Every problem can be solved with another level ...
--------------------------------------------------
The wrapping of implementation level classes in their export
representations objects adds another level of indirection.
But this indirection would have interesting advantages:
- we could easily present a consistent view of the library
- it could take care of exceptions as well
- it provides natural interception points for logging
- it enables remote lazy loading of implementations
or certain versions of interfaces
And quite likely the extra indirection wouldn't hurt so much
as it is not much more than a function call and we cared
we could even generate some c-code (with PyPy :-) to speed
it up.
But it can lead to new problems ...
-----------------------------------
However, it is critical to avoid to burden the implementation
code of being aware of its wrapping. This is what we have
to do in PyPy but the import/export mechanism works at
a higher level of the language, i think.
Oh, and we didn't talk about bootstrapping :-)
.. _`py.execnet`: ../execnet.html
.. _`wrapping techniques PyPy uses`: http://codespeak.net/pypy/index.cgi?doc/wrapping.html
.. _`lightweight xml generation`:
Extension of py.path.local.sysexec()
====================================
The `sysexec mechanism`_ allows to directly execute
binaries on your system. Especially after we'll have this
nicely integrated into Win32 we may also want to run python
scripts both locally and from the net::
vadm = py.path.svnurl('http://codespeak.net/svn/vadm/dist/vadm/cmdline.py')
stdoutput = vadm.execute('diff')
To be able to execute this code fragement, we need either or all of
- an improved import system that allows remote imports
- a way to specify what the "neccessary" python import
directories are. for example, the above scriptlet will
require a certain root included in the python search for module
in order to execute something like "import vadm".
- a way to specify dependencies ... which opens up another
interesting can of worms, suitable for another chapter
in the neverending `future book`_.
.. _`sysexec mechanism`: ../misc.html#sysexec
.. _`compile-on-the-fly`:
we need a persistent storage for the py lib
-------------------------------------------
A somewhat open question is where to store the underlying
generated pyc-files and other files generated on the fly
with `CPython's distutils`_. We want to have a
*persistent location* in order to avoid runtime-penalties
when switching python versions and platforms (think NFS).
A *persistent location* for the py lib would be a good idea
maybe also for other reasons.

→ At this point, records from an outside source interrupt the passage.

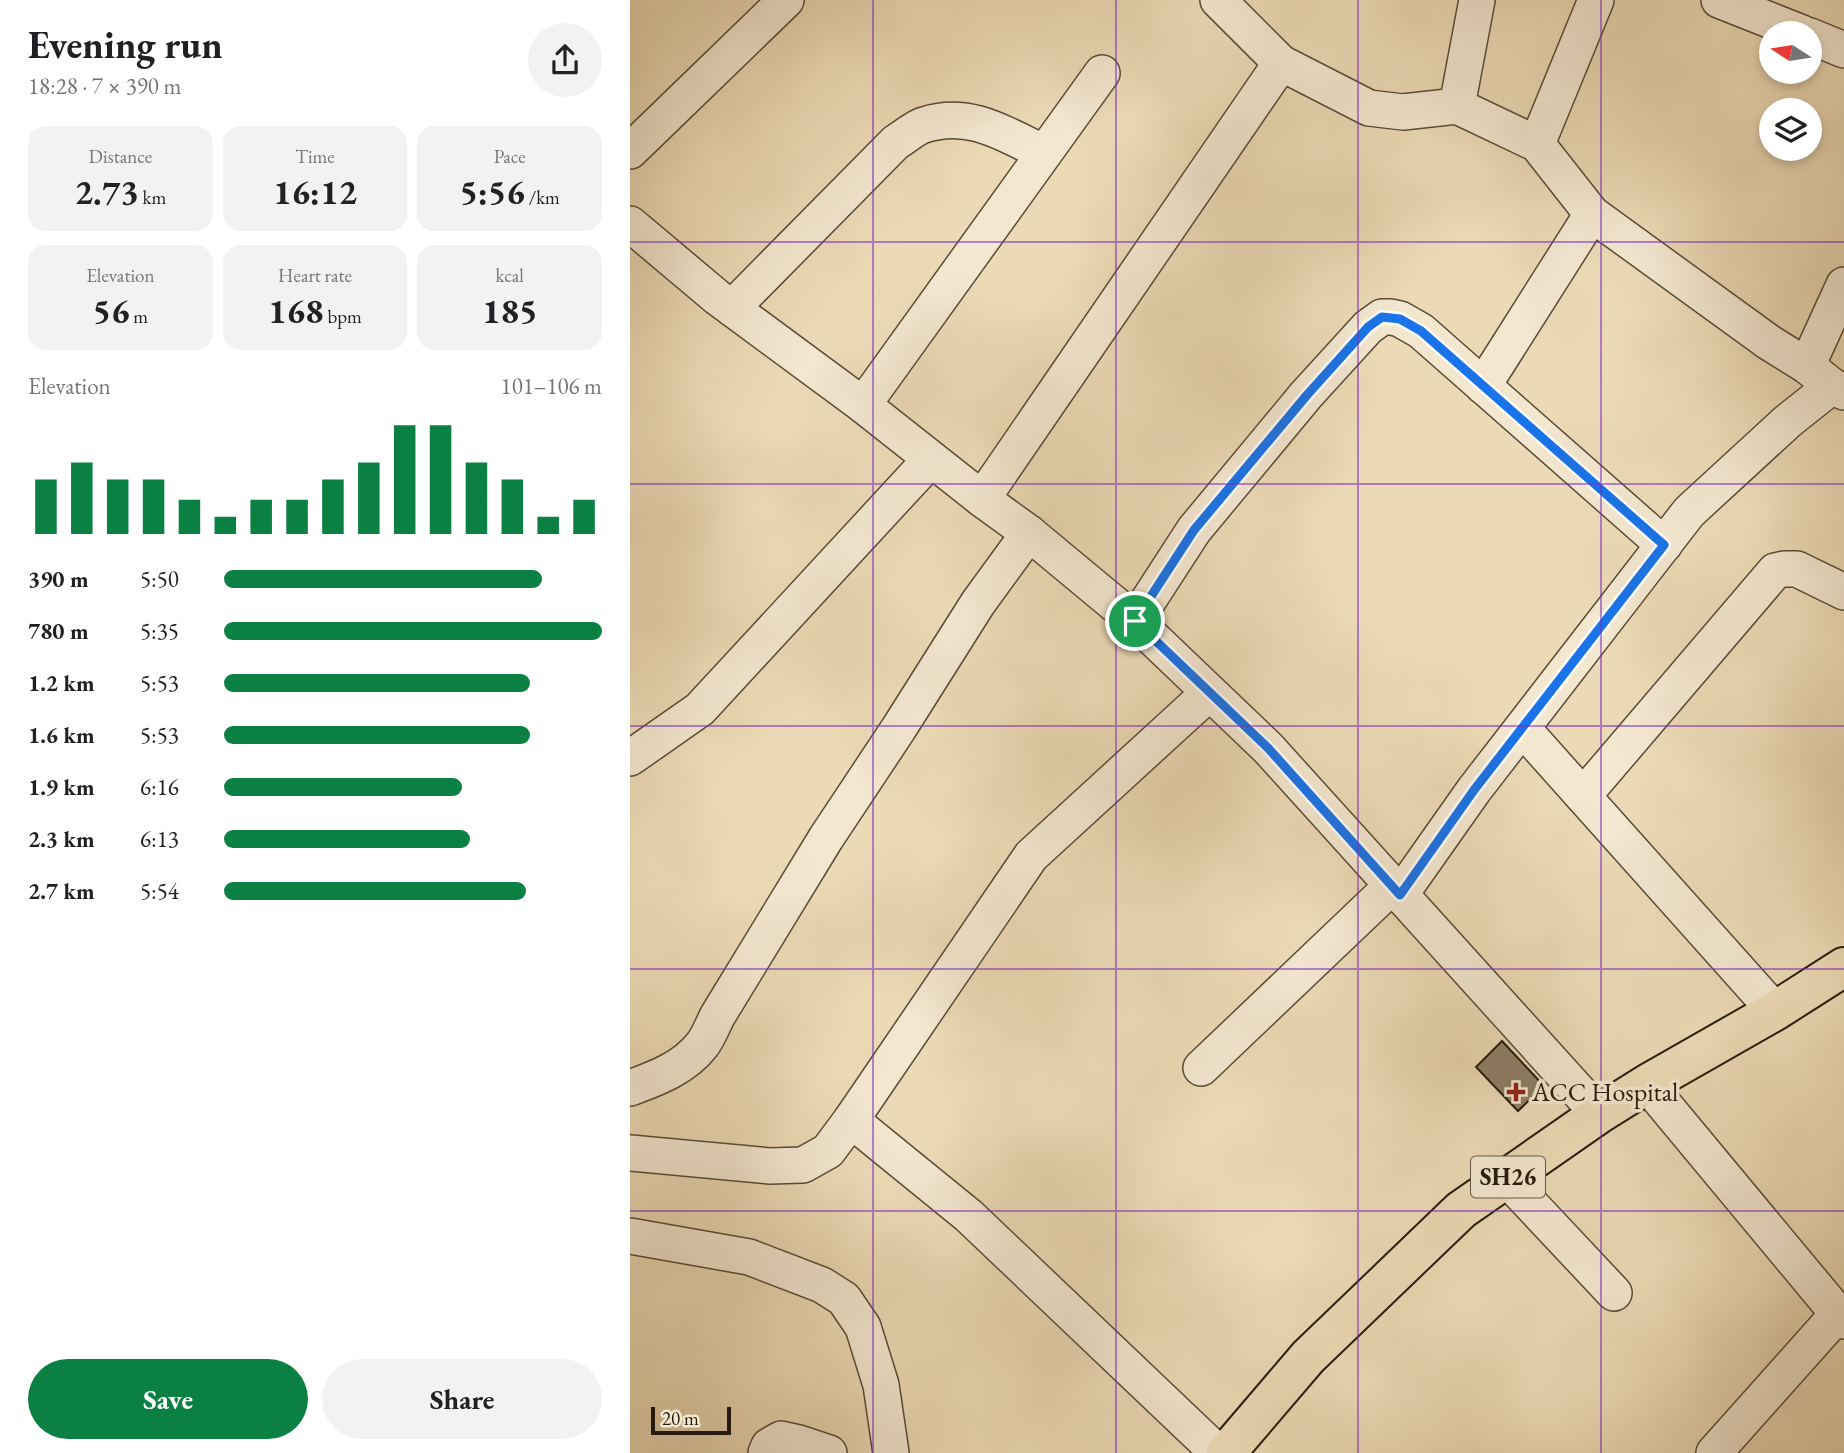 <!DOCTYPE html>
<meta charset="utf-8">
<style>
:root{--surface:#fff;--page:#f2f2f2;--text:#202124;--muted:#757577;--accent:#0b8043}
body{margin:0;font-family:"EB Garamond",serif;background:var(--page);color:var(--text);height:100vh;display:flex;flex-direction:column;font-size:26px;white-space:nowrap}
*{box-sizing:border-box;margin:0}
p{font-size:23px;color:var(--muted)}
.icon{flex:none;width:38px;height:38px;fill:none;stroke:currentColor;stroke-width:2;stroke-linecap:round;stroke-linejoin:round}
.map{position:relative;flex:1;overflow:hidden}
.sheet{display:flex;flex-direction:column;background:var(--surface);width:630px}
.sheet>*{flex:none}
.needle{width:46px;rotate:282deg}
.controls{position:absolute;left:1129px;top:21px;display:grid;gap:14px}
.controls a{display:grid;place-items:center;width:63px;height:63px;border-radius:50%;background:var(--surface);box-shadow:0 4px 10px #0003;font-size:35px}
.scale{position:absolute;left:21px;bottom:18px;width:80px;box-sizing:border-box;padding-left:7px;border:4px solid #261b0d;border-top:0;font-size:19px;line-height:24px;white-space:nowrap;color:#261b0d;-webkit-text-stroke:5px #f3e7d0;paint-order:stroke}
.pin{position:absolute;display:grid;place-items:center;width:60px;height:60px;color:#fff;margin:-30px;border:4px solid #fff;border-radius:50%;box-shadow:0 2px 7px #0007}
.round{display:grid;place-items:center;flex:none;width:74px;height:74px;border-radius:37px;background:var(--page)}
.summary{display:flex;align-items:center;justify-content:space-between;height:119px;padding:0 28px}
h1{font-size:38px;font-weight:700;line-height:52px}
.stats{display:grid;grid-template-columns:repeat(3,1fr);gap:10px;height:119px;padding:7px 28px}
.stats div{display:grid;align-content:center;border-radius:18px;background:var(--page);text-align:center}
.stats b{font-size:35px;font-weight:700}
.stats small{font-size:19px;font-weight:400}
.stats p{font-size:19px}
.chart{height:196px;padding:14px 28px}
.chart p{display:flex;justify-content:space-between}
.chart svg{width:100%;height:126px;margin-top:7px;stroke:var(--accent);stroke-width:6}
.action{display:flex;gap:14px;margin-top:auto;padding:14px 28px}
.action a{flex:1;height:80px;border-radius:42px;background:var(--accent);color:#fff;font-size:28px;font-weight:700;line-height:80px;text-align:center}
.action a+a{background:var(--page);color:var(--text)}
ul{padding:0 28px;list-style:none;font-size:23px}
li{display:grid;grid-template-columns:112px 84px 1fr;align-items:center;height:52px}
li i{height:18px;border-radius:9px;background:var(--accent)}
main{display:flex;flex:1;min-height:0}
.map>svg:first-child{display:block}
.building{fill:#8d7e65;stroke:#261b0d;stroke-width:2}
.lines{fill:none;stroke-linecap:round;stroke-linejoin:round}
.minor-casing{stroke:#584b37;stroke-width:38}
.major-casing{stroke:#261b0d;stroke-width:42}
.minor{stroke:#f3e7d0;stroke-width:35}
.major{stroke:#ecdab6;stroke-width:38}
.route-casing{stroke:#fff;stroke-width:14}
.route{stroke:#1a73e8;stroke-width:9}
.grid{fill:none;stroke:#7b2cbf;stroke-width:2;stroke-opacity:0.55}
.poi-dot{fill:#8f2418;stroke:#f3e7d0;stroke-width:2.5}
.labels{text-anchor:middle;stroke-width:7;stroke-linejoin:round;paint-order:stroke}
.shield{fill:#f3e7d0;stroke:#645848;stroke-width:2}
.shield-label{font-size:24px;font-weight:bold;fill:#261b0d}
.poi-label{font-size:26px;fill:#261b0d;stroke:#f3e7d0;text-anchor:start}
</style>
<main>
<section class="sheet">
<div class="summary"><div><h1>Evening run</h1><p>18:28 · 7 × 390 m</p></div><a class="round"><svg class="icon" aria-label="share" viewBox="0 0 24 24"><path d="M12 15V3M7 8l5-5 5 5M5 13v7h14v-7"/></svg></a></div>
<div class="stats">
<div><p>Distance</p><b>2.73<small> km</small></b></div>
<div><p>Time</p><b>16:12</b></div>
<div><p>Pace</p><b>5:56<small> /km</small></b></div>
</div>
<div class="stats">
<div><p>Elevation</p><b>56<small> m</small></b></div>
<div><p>Heart rate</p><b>168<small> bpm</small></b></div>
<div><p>kcal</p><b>185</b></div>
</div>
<div class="chart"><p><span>Elevation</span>101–106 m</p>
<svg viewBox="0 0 160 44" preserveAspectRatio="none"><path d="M5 44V25M15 44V19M25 44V25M35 44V25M45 44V32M55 44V38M65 44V32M75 44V32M85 44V25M95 44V19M105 44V6M115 44V6M125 44V19M135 44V25M145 44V38M155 44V32"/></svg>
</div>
<ul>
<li><b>390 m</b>5:50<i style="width:84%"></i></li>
<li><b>780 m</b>5:35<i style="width:100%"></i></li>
<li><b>1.2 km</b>5:53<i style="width:81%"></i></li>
<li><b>1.6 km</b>5:53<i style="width:81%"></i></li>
<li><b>1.9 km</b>6:16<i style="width:63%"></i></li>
<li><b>2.3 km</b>6:13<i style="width:65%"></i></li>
<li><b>2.7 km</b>5:54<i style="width:80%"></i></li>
</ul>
<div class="action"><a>Save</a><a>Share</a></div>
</section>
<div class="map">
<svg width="1214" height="1453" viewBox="0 0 1214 1453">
<rect width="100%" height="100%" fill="#ecdab6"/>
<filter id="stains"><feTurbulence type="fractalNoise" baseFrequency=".00286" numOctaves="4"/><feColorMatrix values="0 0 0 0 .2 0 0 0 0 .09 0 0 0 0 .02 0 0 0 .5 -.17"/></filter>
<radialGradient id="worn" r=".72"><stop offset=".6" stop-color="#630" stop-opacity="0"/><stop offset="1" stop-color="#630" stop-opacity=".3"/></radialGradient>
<!-- building -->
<polygon class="building" points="872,1041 914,1086 888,1111 846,1067"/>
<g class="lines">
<!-- minor casing -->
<g class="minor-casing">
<g id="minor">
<polyline points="588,0 651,63 739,108 773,112 827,106 907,144 962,214 1140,343 1177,366 1202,386 1214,392"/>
<polyline points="1089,0 1172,33"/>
<polyline points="1180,36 1214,50"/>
<polyline points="827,106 847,0"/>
<polyline points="907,144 966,0"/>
<polyline points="0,151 156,0"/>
<polyline points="0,224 88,298 233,405 352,499 399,533 505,621 638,748 969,1114"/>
<path d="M102 308 266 142C275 137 284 128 294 125 339 110 375 134 414 153"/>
<polyline points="1177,366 1214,285"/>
<polyline points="853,386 962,214"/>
<polyline points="233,405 472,73"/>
<polyline points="352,499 651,63"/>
<polyline points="505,621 564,530 676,395 738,327 752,317 761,317 770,319 791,331 1034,545"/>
<polyline points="893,729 1145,1011"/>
<polyline points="0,758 70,709 301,459"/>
<polyline points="953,796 1145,571 1154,569 1167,569 1214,592"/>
<polyline points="770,895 844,790 1059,512 1158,421 1202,386"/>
<polyline points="571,1068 762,886"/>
<polyline points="1017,1084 1214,1321"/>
<path d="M0 1088C27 1078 54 1068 72 1045 79 1036 83 1024 88 1015L196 838 269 728 348 603 399 533"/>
<polyline points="221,1120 339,1216 588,1453"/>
<polyline points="0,1153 140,1166 173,1165 198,1151 221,1120 401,856 579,693"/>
<polyline points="876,1178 984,1293"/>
<polyline points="0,1236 119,1257 192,1285 214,1299 233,1327 251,1385 261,1453"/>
<polyline points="136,1453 139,1446 151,1439 169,1443 199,1453"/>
<polyline points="1084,1453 1208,1314"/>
</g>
</g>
<!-- major casing -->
<g class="major-casing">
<polyline id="major" points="596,1453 678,1357 831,1210 969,1114 1017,1084 1145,1011 1214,967"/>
</g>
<!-- minor -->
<use href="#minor" class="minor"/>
<!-- major -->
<use href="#major" class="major"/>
</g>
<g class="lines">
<!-- route casing -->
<g class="route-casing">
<polygon id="route" points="752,317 770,319 791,331 1034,545 844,790 770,895 638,748 505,621 564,530 677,395 738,327"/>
</g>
<!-- route -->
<use href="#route" class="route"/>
</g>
<!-- grid -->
<path class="grid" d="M243 0V1453M486 0V1453M728 0V1453M971 0V1453M0 242H1214M0 484H1214M0 726H1214M0 969H1214M0 1211H1214"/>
<!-- markers -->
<path class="poi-dot" d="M882.5 1081.5h7v7h7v7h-7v7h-7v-7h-7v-7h7z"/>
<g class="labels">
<!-- shield labels -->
<rect class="shield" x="841" y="1156.5" width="74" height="41" rx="5"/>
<g class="shield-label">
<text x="878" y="1185">SH26</text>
</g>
<!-- poi labels -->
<g class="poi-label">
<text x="902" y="1101">ACC Hospital</text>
</g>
</g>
<rect width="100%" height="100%" filter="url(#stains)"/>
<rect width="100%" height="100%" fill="url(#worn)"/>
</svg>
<div class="controls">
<a><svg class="needle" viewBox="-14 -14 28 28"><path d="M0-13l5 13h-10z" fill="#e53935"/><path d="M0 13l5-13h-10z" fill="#757577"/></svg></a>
<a><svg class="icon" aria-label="layers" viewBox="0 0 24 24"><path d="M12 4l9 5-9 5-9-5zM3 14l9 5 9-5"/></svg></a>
</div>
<div class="scale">20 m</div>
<div class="pin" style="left:505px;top:621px;background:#1e9e55"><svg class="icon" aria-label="arrive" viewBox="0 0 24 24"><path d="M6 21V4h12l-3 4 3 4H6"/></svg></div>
</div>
</main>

We could cache some of the
expensive test setups, like the multi-revision subversion
repository that is created for each run of the tests.
Distribute tests ad-hoc across multiple platforms
======================================================
After some more refactoring and unification of
the current testing and distribution support code
we'd like to be able to run tests on multiple
platforms simultanously and allow for interaction
and introspection into the (remote) failures.
Make APIGEN useful for more projects
================================================
The new APIGEN tool offers rich information
derived from running tests against an application:
argument types and callsites, i.e. it shows
the places where a particular API is used.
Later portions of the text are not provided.